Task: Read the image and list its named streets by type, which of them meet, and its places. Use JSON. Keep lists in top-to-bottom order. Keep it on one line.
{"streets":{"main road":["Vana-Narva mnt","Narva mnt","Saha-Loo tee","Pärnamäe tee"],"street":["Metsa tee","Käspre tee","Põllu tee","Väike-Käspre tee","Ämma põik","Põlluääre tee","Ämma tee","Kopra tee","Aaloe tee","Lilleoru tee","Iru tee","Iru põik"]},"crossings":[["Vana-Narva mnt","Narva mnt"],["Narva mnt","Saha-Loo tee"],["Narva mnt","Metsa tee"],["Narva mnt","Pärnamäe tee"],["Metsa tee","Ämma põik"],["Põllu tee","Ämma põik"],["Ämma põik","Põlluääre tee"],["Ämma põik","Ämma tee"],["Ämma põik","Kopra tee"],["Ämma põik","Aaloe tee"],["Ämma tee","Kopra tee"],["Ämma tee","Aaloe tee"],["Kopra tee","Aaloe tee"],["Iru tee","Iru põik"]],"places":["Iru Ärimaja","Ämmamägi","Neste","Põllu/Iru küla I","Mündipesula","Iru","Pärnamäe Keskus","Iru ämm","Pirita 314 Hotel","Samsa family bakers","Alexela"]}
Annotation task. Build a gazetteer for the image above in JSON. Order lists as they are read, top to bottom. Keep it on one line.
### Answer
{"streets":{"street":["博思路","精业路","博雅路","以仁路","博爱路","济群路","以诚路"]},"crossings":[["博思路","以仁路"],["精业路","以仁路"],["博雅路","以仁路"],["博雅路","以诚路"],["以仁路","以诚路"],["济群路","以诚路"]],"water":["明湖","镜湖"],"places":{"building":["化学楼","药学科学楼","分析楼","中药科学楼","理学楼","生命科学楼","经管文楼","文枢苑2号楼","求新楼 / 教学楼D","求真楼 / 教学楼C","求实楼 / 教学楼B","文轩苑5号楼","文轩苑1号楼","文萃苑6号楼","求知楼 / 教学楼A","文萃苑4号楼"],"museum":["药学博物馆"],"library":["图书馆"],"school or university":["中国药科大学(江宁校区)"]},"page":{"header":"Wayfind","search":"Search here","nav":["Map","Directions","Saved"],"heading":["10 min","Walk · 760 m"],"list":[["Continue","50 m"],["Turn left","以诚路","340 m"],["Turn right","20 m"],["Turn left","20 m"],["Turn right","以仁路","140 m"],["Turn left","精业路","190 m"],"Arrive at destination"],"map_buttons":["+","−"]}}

####

_Try it:_
Retype the entries exactly from the first line, stopping after the line with "Annotation task. Build".

_Response for this exercise:_
Task: Read the image and list its named streets by type, which of them meet, and its places. Use JSON. Keep lists in top-to-bottom order. Keep it on one line.
{"streets":{"main road":["Vana-Narva mnt","Narva mnt","Saha-Loo tee","Pärnamäe tee"],"street":["Metsa tee","Käspre tee","Põllu tee","Väike-Käspre tee","Ämma põik","Põlluääre tee","Ämma tee","Kopra tee","Aaloe tee","Lilleoru tee","Iru tee","Iru põik"]},"crossings":[["Vana-Narva mnt","Narva mnt"],["Narva mnt","Saha-Loo tee"],["Narva mnt","Metsa tee"],["Narva mnt","Pärnamäe tee"],["Metsa tee","Ämma põik"],["Põllu tee","Ämma põik"],["Ämma põik","Põlluääre tee"],["Ämma põik","Ämma tee"],["Ämma põik","Kopra tee"],["Ämma põik","Aaloe tee"],["Ämma tee","Kopra tee"],["Ämma tee","Aaloe tee"],["Kopra tee","Aaloe tee"],["Iru tee","Iru põik"]],"places":["Iru Ärimaja","Ämmamägi","Neste","Põllu/Iru küla I","Mündipesula","Iru","Pärnamäe Keskus","Iru ämm","Pirita 314 Hotel","Samsa family bakers","Alexela"]}
Annotation task. Build a gazetteer for the image above in JSON. Order lists as they are read, top to bottom. Keep it on one line.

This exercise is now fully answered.